Energies, 2021, vol. 14, issue 6, 1-18

Abstract: Hydraulic fracturing is usually employed to create a complex fracture network to enhance heat extraction in the development of an enhanced geothermal system. The heat extraction depends on the heat conduction from the rock matrix to the flowing fractures and the heat convection through a complex fracture network. Therefore, the geometries of the fracture network have important influences on the thermal breakthrough. In this paper, a hydro-thermal coupling mathematical model considering a complex fracture network is established. The embedded discrete fracture model is adopted to explicitly model the individual fracture on the mass flow and heat transfer. The model is validated by analytical solutions. Fracture network parameters are changed systematically to investigate the effects of fracture network distribution including regular and complex shape on the thermal production performance. The results show that the increase of producing pressure differential, fracture number, and conductivity will cause an early thermal breakthrough. The strong variation in fracture conductivity, as well as spacing and orientation, will cause thermal flow channeling and decrease the efficiency of heat extraction. A modified connectivity field is proposed to characterize the spatial variation of fracture network connectivity, which can be used to infer the thermal flow path.

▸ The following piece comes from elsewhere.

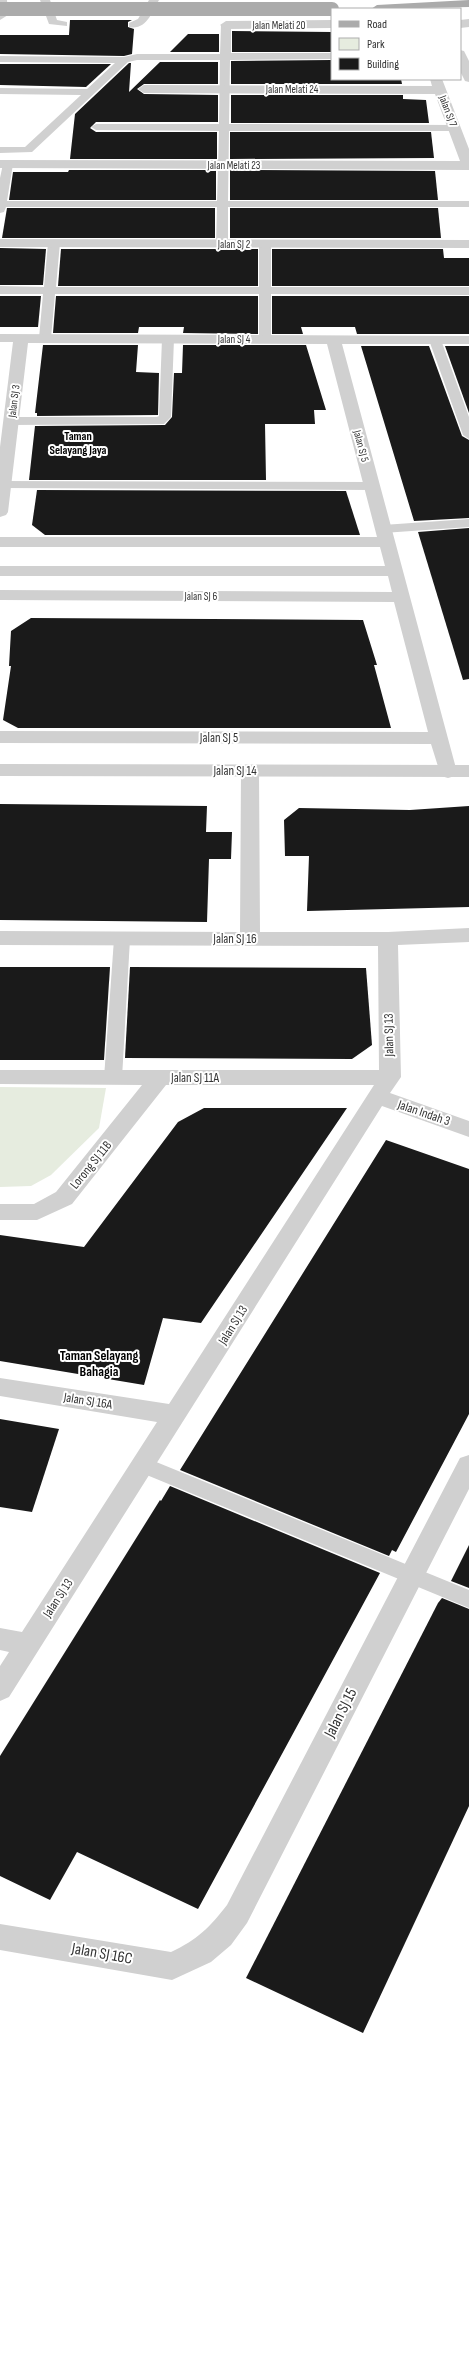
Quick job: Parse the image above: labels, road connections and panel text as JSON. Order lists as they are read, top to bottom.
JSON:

Keywords: enhanced geothermal system; thermal breakthrough; embedded discrete fracture network; numerical simulation; fracture network connectivity (search for similar items in EconPapers)
JEL-codes: Q Q0 Q4 Q40 Q41 Q42 Q43 Q47 Q48 Q49 (search for similar items in EconPapers)
Date: 2021
References: View references in EconPapers View complete reference list from CitEc
Citations: View citations in EconPapers (4)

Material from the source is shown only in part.